EXERCISE DESCRIPTION - From the material below, copy every line in which the word "bottom" occurs.

RECORDED INFORMATION -
____________________

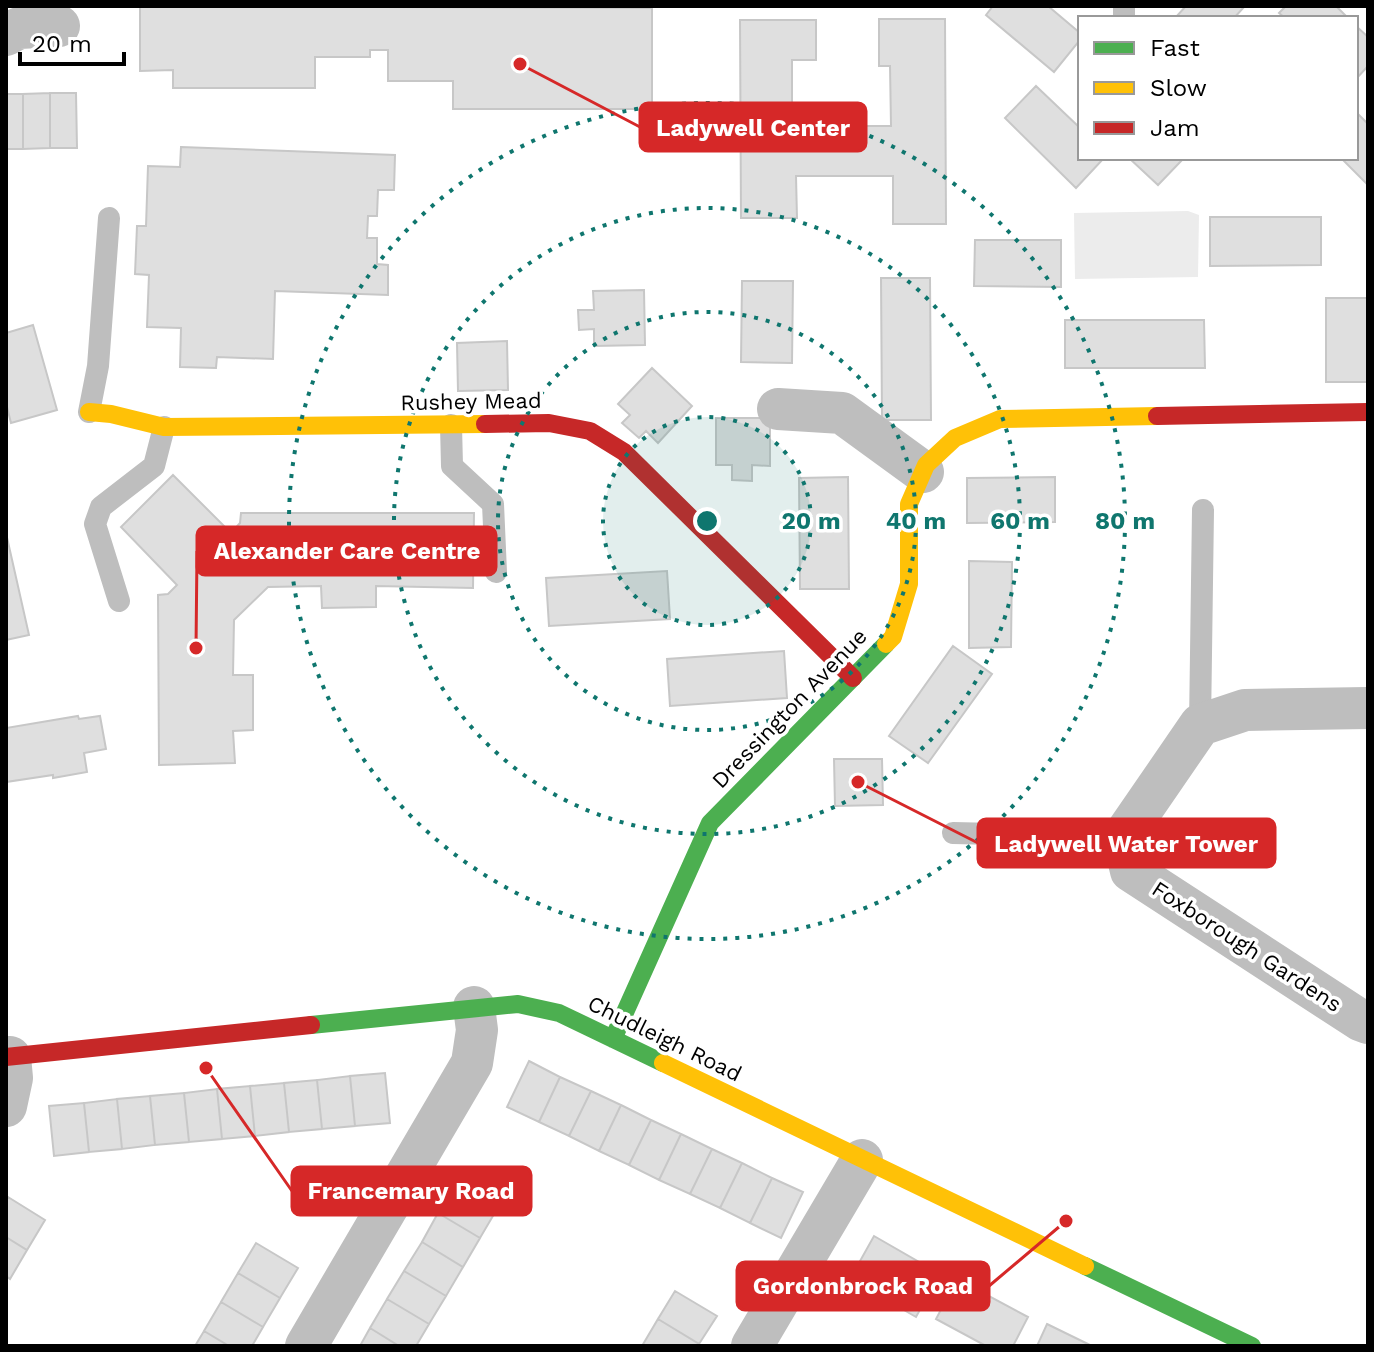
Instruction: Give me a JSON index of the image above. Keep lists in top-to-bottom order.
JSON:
{
  "streets": {
    "street": [
      "Rushey Mead",
      "Dressington Avenue",
      "Foxborough Gardens",
      "Chudleigh Road"
    ]
  },
  "crossings": [
    ["Rushey Mead", "Dressington Avenue"],
    ["Dressington Avenue", "Chudleigh Road"]
  ],
  "places": [
    "Ladywell Center",
    "Alexander Care Centre",
    "Ladywell Water Tower",
    "Francemary Road",
    "Gordonbrock Road"
  ],
  "legend": ["Fast", "Slow", "Jam"],
  "scale_bar": "20 m",
  "rings": [
    "20 m",
    "40 m",
    "60 m",
    "80 m"
  ]
}
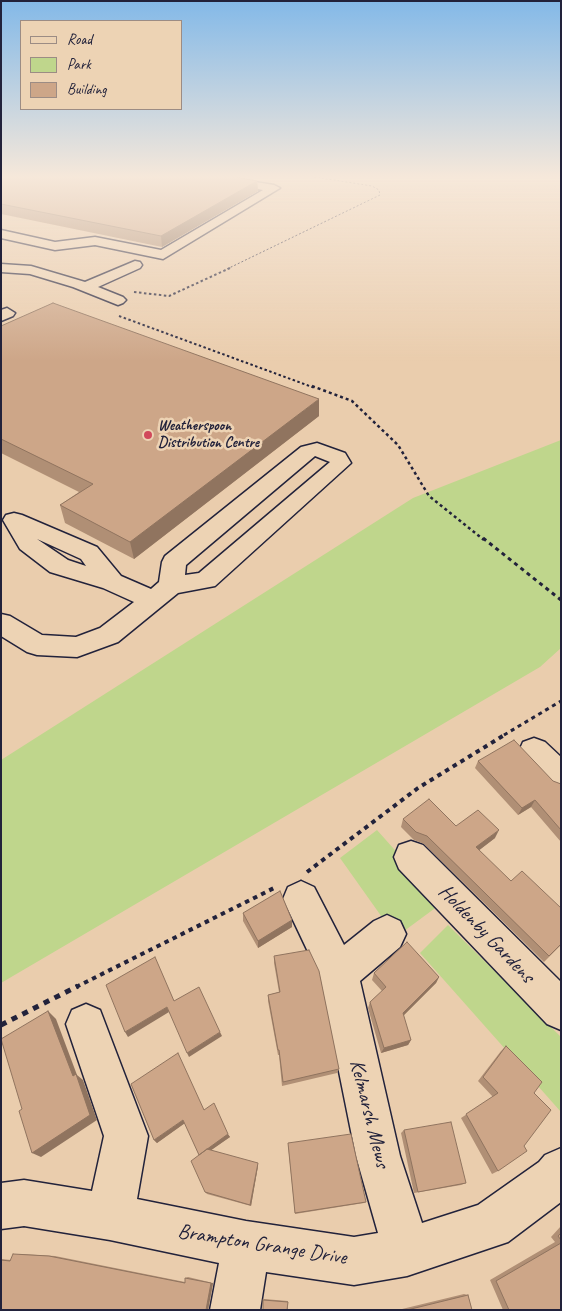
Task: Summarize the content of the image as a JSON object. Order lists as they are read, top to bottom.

____________________

YOUR RESPONSE -
Instruction: Give me a JSON index of the image above. Keep lists in top-to-bottom order.
Task: Summarize the content of the image as a JSON object. Order lists as they are read, top to bottom.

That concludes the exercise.